I must admit that I had misgivings about the whole process. I have always been uncomfortable with the idea of national identity, for it hovers on the brink of jingoism. It isn’t that I didn’t want to become a US citizen—if you live someplace it’s nice to participate fully in that society; it’s just that I’ve always been suspicious of barriers (geographical, religious, or any other) that tend to isolate and separate communities. I have pondered over the meaning of nationality and citizenship for a long time. I did it in India when, as a Catholic in a largely Hindu community, I grew up feeling somewhat distanced from the greater society in which I found myself—for many years much of it was my own doing, until I embraced the greater ethos of Indian societies which nestles beneath the surface, has nothing to do with race or religion, and is mined only through a conscious effort. The last decade of my stay there witnessed a widening of the edges of my personal credo and, by the time I left, my closest friends (with whom I am still in touch) came from all the colorful communities that dot the Indian landscape—Hindus, Muslims, Parsees…
The huge discovery for me was the realization that a nation does not need to be defined by the ethos of any particular culture; in fact, the vibrancy of any country exists in its intercultural exchanges, however tiny—the more open those interactions, the less imposing the artificial boundaries that contain them. In the America of today, almost everyone comes from somewhere else—in that platitude lies a kernel of progress. We’ve been raised to believe in a melting pot society where unique cultures are boiled away to create a hodgepodge blend of something new—an American-ness. A paradox! For as soon as that enters into the equation we start rejecting “the other” in favor of what is “ours.” And there’s the rub!
For me I know what being an American is not.
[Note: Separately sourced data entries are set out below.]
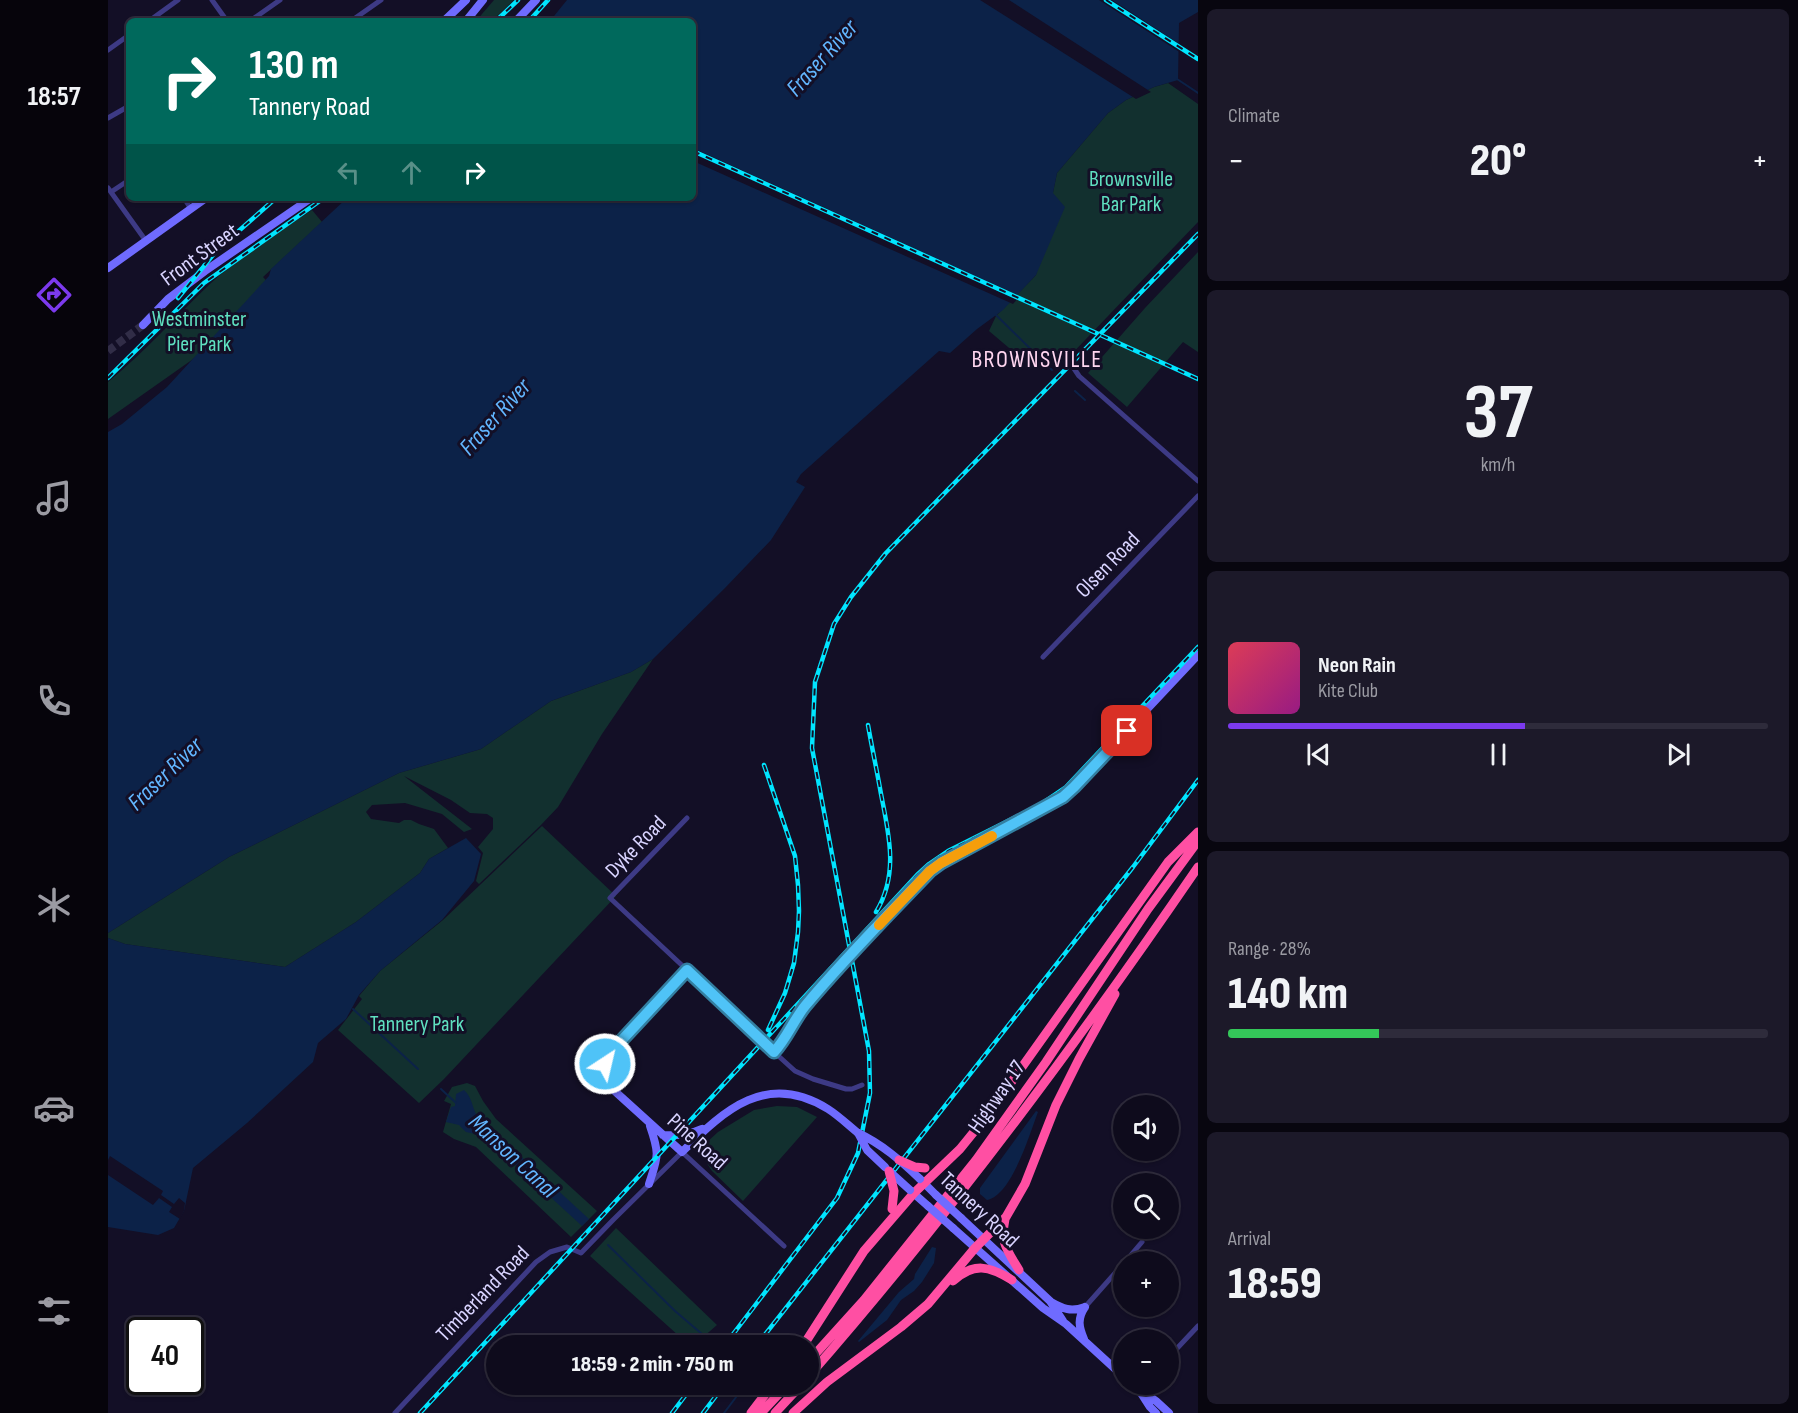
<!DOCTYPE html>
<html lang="en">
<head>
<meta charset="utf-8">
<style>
	body { margin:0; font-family:"Sofia Sans Condensed",sans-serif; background:#1c1929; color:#f1f3f6; height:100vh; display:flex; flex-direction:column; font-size:22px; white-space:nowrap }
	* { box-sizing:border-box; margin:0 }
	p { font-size:20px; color:#9b9ba3 }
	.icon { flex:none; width:33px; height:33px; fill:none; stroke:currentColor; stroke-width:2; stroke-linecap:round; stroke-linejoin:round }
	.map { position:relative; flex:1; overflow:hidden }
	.panel { display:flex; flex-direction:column; gap:9px; padding:9px; background:#08060f; width:600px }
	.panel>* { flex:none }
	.hud { position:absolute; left:18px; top:18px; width:570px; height:183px; border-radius:9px; box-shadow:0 2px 4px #0004,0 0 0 2px #2e2b3b; background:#00695c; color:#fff; overflow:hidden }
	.fabs { position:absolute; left:1005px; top:1095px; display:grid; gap:12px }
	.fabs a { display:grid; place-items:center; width:66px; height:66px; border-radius:50%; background:#0e0b1c; box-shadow:0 2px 4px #0004,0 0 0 2px #2e2b3b; font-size:30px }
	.speed { position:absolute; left:18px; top:1317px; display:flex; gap:12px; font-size:30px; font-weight:700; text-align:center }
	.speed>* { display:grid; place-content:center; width:78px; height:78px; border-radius:50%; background:#0e0b1c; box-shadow:0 2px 4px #0004,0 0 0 2px #2e2b3b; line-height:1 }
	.speed .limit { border:3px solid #111; border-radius:9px; background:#fff; color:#111 }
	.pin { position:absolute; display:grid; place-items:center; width:51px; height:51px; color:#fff; margin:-26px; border-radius:12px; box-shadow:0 3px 9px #0006 }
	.me { position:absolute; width:66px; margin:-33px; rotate:35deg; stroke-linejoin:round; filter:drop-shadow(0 0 4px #0008) }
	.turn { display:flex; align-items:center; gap:21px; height:126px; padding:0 24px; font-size:27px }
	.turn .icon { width:78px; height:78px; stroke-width:2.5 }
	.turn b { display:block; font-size:42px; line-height:51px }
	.lanes { display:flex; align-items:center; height:57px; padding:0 24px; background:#0003; justify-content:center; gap:30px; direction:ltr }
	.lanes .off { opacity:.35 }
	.big { font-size:45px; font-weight:800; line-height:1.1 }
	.panel .widget { flex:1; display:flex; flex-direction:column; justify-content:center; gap:9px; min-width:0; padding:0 21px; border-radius:9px; background:#1c1929 }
	.panel .dial { align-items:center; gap:0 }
	.dial b { font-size:78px; line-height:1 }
	.song { display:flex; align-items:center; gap:18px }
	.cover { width:72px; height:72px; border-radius:9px; background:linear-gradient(135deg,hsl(350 70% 55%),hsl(310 70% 35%)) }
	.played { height:6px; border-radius:3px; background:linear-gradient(90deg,#7c3aed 55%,#2e2b3b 55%) }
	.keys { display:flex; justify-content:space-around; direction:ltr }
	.heat { display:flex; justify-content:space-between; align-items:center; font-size:33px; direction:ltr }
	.charge { height:9px; border-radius:4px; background:linear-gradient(90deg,#34c759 28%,#2e2b3b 0) }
	.trip { position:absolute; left:378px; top:1335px; width:333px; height:60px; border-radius:30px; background:#0e0b1c; box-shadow:0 2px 4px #0004,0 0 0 2px #2e2b3b; font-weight:800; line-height:60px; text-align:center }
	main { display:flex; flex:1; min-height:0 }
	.menu { display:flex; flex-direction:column; width:108px; justify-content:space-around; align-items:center; background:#06040b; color:#9b9ba3 }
	.menu .icon { width:42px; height:42px }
	.menu .current { color:#7c3aed }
	.menu b { font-size:27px; color:#f1f3f6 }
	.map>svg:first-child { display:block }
</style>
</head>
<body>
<main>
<nav class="menu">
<b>18:57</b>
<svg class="icon current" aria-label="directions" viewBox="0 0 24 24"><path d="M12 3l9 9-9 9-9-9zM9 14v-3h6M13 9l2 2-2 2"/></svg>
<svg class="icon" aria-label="music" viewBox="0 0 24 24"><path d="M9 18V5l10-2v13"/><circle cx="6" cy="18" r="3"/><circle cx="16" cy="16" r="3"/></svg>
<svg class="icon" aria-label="phone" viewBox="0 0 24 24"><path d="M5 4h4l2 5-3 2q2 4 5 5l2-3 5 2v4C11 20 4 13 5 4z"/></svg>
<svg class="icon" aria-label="climate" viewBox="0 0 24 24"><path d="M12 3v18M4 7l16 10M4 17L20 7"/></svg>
<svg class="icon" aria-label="car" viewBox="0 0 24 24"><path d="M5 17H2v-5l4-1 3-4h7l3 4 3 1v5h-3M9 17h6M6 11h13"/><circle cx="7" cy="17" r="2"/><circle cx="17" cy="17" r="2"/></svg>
<svg class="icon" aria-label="filters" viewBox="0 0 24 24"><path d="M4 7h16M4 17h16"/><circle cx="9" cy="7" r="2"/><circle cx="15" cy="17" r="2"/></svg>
</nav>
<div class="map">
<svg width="1090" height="1413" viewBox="0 0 1090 1413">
	<rect width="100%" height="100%" fill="#130f26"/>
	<path fill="#12302f" d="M386 0H406L384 21H368Z
		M1060 83 1090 104V222L956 362 926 369 881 331 888 316 928 275 949 173 1000 113 1018 100 1046 87Z
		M204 210 214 222 155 277 173 297 0 419V382C37 352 68 316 103 283 134 255 169 233 204 210Z
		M1090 252V352L1075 342 1019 407 980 373 1037 308Z
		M545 659 494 734 450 807 432 826 371 884 368 881 375 853 370 847 385 829V818L379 814 362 813 343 800 296 776 364 829 356 832 334 814 297 803 264 805 258 812 263 819 291 823 296 820H303L311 824 326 829 340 848 321 859 312 873 248 922 177 967 17 944 0 938V933L121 857 291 773 373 749 443 701 523 672Z
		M434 826 508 896 336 1079 311 1103 230 1030 254 999 251 996 272 971 335 920Z
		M359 1083 367 1086 375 1101 388 1119 489 1211 463 1237 368 1147 346 1139 335 1132 343 1104 336 1101 344 1087Z
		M669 1106 689 1107 709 1117 635 1201 604 1171 594 1156 598 1143 610 1132 646 1110Z
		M508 1228 609 1325 586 1345H581L482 1256Z"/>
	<path fill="#0c2248" d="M459 0H1090V12L1071 23 1070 80 1046 87 1018 100 1000 113 949 173 945 193 957 207 928 275 895 310 869 329 842 353 831 351 693 474 688 482 697 487 663 540 617 588 545 659 523 672 443 701 373 749 291 773 121 857 0 933V432L14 424 59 387 161 276 163 269 239 198H585V21H442Z
		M358 838 373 854 366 881 334 920 272 971 251 995 238 1019 210 1043 205 1062 139 1123 85 1168 76 1211 66 1228 50 1235 0 1227V938L17 944 177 967 248 922 312 873 321 859Z
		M356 1090C364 1097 364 1107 369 1116L481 1219 474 1226 376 1136 358 1132 351 1125 338 1122 343 1107 347 1106 348 1094Z
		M928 1111 930 1112C922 1133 904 1195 879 1200L872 1194V1188Z
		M824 1247 828 1248 826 1263 814 1282 806 1291 793 1300 779 1320 751 1342 750 1341 791 1292 806 1279 807 1274Z"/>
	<path fill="#130f26" d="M872 0H901L1043 92 1028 99Z
		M991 0H1004L1073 45V53Z
		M585 148 841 264 912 296 905 304 585 161Z
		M2 1156 55 1191 53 1195 66 1204 71 1198 77 1203 76 1211 72 1219 61 1212 64 1207 51 1198 45 1205 0 1175V1160Z"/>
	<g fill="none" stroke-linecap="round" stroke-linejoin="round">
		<path stroke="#0c2248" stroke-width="2" d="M1069 79 1090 93
			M888 315 944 370
			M967 391 977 400
			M245 1009 310 1069
			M333 1089 348 1103
			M500 1245 567 1311 608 1346
			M616 1413 638 1384"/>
		<path stroke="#312d47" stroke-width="8" stroke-dasharray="8 4" stroke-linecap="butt" d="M0 351 35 325"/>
		<path stroke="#3d3a85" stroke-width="5" d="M104 0 119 21
			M41 21 70 0
			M142 21 172 0
			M243 21 273 0
			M0 50 21 35
			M0 118 21 106
			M0 188 38 241
			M3 192 21 180
			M76 198 83 209
			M963 364 971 376 1090 481
			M935 657 1090 496
			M579 818 502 898 579 970
			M666 1052 687 1071 705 1079 738 1089H744L754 1085
			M1017 1262 1034 1242
			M977 1307 1016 1263
			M1060 1358 1090 1326
			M287 1413 428 1262 442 1252 459 1247 473 1253 505 1220 574 1152 676 1246"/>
		<path stroke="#6f6bff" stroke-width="8" d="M336 21 358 0
			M358 21 375 0
			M408 21 428 0
			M0 268 98 198
			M35 325 60 299 97 271 203 198
			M750 1133C740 1125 731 1116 720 1109 659 1071 617 1109 574 1152L500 1085C496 1074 496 1066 500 1055L579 970 666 1052C679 1038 685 1021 697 1006 736 959 780 915 822 871L833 863 955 797 966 787 1090 655
			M555 1135C570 1136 581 1135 594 1129
			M812 1179 828 1195
			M541 1184C550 1156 552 1155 542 1126
			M803 1191 820 1206
			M853 1218 942 1301 955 1321
			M845 1228 935 1308 958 1324 1016 1377
			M943 1302C955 1309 963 1312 977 1307
			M976 1339C971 1327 969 1319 977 1307
			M1024 1384 1048 1401 1061 1413
			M1033 1393 1042 1407 1048 1413"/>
		<path stroke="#ff4fa3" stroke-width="9" d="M897 1219C892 1243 899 1250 911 1270
			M845 1281C866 1262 881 1266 904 1280
			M695 1346 756 1251 806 1193 852 1149 882 1112 1060 862 1090 832
			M700 1362 756 1300 868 1160 938 1062 1040 909 1090 841
			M700 1377C841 1216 969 1044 1090 867
			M643 1413 665 1384
			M653 1413 680 1384
			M667 1413 694 1384
			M685 1413 719 1382 793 1327 820 1304 867 1248 898 1217 917 1184 948 1105 971 1059 1007 994"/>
		<g stroke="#00e5ff" stroke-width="4.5">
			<path id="rail" d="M998 0 1090 59
				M388 21 410 0
				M421 21 440 0
				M585 151 1090 379
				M70 298 109 250 168 198
				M0 378 96 283 216 198
				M760 725C764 748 769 771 773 794 781 835 791 874 768 912
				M656 765 687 856 690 885 691 911 690 932 686 963 677 993 660 1030
				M616 1346 729 1198 750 1153 762 1093 761 1051 704 748 707 682 726 624 743 597 778 553 1090 234
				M648 1346 1025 867 1090 780
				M312 1413 809 875 821 864 840 851 930 806 958 787 1090 647
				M564 1413 586 1384
				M595 1413 617 1384"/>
		</g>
		<use href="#rail" stroke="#130f26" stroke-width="2" stroke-dasharray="7" stroke-linecap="butt"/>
		<path stroke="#6f6bff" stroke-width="8" d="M750 1133C774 1144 793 1161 812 1179
			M750 1133 759 1150 777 1167
			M781 1171 802 1190
			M828 1195 853 1218
			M820 1206 845 1228"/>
		<path stroke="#ff4fa3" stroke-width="9" d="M791 1160 807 1167 817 1168
			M781 1171 786 1191 784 1209"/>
	</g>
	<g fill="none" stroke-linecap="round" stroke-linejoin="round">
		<g stroke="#337fa1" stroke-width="15">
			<path id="route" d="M497 1064 500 1055 579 970 666 1052C679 1038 685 1021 697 1006 736 959 780 915 822 871L833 863 955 797 966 787 1019 731"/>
		</g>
		<use href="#route" stroke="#4fc3f7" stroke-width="10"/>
		<path stroke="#f59e0b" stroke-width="10" d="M771 925 822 871 833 863 884 836"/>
	</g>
	<g text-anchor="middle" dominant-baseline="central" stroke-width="6" stroke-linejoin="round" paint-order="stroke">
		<g font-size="22" fill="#5fe0c0" stroke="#130f26">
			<text x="1023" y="179">Brownsville<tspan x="1023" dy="25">Bar Park</tspan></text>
			<text x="91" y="319">Westminster<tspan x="91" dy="25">Pier Park</tspan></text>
			<text x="309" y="1024">Tannery Park</text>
		</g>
		<g font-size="22" fill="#d9d4ff" stroke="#130f26">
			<text transform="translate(92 255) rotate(-36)">Front Street</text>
			<text transform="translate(1000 565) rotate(-46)">Olsen Road</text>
			<text transform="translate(528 847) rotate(-46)">Dyke Road</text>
			<text transform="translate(889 1097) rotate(-55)">Highway 17</text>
			<text transform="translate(589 1142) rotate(42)">Pine Road</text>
			<text transform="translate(871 1210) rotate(43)">Tannery Road</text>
			<text transform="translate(375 1294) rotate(-46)">Timberland Road</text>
		</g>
		<g font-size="24" font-style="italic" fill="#62b6ff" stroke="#130f26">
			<text transform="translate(714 58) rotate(-48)">Fraser River</text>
			<text transform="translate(387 417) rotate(-48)">Fraser River</text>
			<text transform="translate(57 774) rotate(-44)">Fraser River</text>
			<text transform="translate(405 1156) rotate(43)">Manson Canal</text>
		</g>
		<g font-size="24" letter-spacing="1.5" fill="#ffd6f0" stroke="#130f26">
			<text x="929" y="359">BROWNSVILLE</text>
		</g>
	</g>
</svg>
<div class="fabs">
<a><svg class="icon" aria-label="sound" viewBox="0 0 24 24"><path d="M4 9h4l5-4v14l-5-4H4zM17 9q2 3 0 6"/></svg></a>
<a><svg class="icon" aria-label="search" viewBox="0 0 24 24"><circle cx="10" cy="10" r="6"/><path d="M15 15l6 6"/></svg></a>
<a>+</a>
<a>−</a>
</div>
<div class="speed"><div class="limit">40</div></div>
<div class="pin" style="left:1019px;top:731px;background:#d93025"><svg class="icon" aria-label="arrive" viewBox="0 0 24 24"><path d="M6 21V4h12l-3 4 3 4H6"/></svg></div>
<svg class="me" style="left:497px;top:1064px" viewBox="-20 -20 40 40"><circle r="17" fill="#4fc3f7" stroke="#fff" stroke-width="3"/><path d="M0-11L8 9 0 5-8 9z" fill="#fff"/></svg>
<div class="trip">18:59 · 2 min · 750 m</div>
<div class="hud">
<div class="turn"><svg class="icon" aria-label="right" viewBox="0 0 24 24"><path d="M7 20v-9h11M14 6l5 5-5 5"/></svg><div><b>130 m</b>Tannery Road</div></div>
<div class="lanes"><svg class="icon off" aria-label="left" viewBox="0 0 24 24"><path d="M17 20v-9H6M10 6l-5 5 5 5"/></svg><svg class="icon off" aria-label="ahead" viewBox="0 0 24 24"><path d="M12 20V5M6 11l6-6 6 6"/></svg><svg class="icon" aria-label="right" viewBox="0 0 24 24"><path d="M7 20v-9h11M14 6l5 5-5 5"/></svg></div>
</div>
</div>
<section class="panel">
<div class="widget"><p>Climate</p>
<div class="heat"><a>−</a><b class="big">20°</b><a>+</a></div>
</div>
<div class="widget dial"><b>37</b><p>km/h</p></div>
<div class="widget">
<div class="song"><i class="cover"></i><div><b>Neon Rain</b><p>Kite Club</p></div></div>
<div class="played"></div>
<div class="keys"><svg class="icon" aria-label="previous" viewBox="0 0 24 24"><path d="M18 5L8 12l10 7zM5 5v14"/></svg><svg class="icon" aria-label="pause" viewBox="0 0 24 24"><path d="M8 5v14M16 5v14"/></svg><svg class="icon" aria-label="next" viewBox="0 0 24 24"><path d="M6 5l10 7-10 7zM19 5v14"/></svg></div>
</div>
<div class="widget"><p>Range · 28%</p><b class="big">140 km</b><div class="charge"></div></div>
<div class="widget"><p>Arrival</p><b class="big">18:59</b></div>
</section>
</main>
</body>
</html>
It isn’t beating my chest and saying that this is the greatest country in the world: there’s no such thing; it isn’t the flag; it isn’t military or economic control of the world; it isn’t freedom (in so many ways a questionable concept)! It may be only one thing, and I’m still not sure of this because, as you know, all of it is an experiment. Being an American means looking around me and celebrating the fact that there’s a Filipino in the room, and a Mongolian, and someone from the Congo, Botswana, Cameroon, and Rwanda (they’re all here, you know); a Spaniard, an Italian, and a German…Chinese, Taiwanese, Indian and Pakistani…Palestinian and Israeli…English and Irish, etc. I suppose being an American means in some way rejecting the term American and celebrating the world, for in so many ways the world is here and we often find so many ways to reject it! And if we can learn to cherish that idea, geographical barriers will lose their jingoism!
And that’s my thought for the day on this Fourth of July.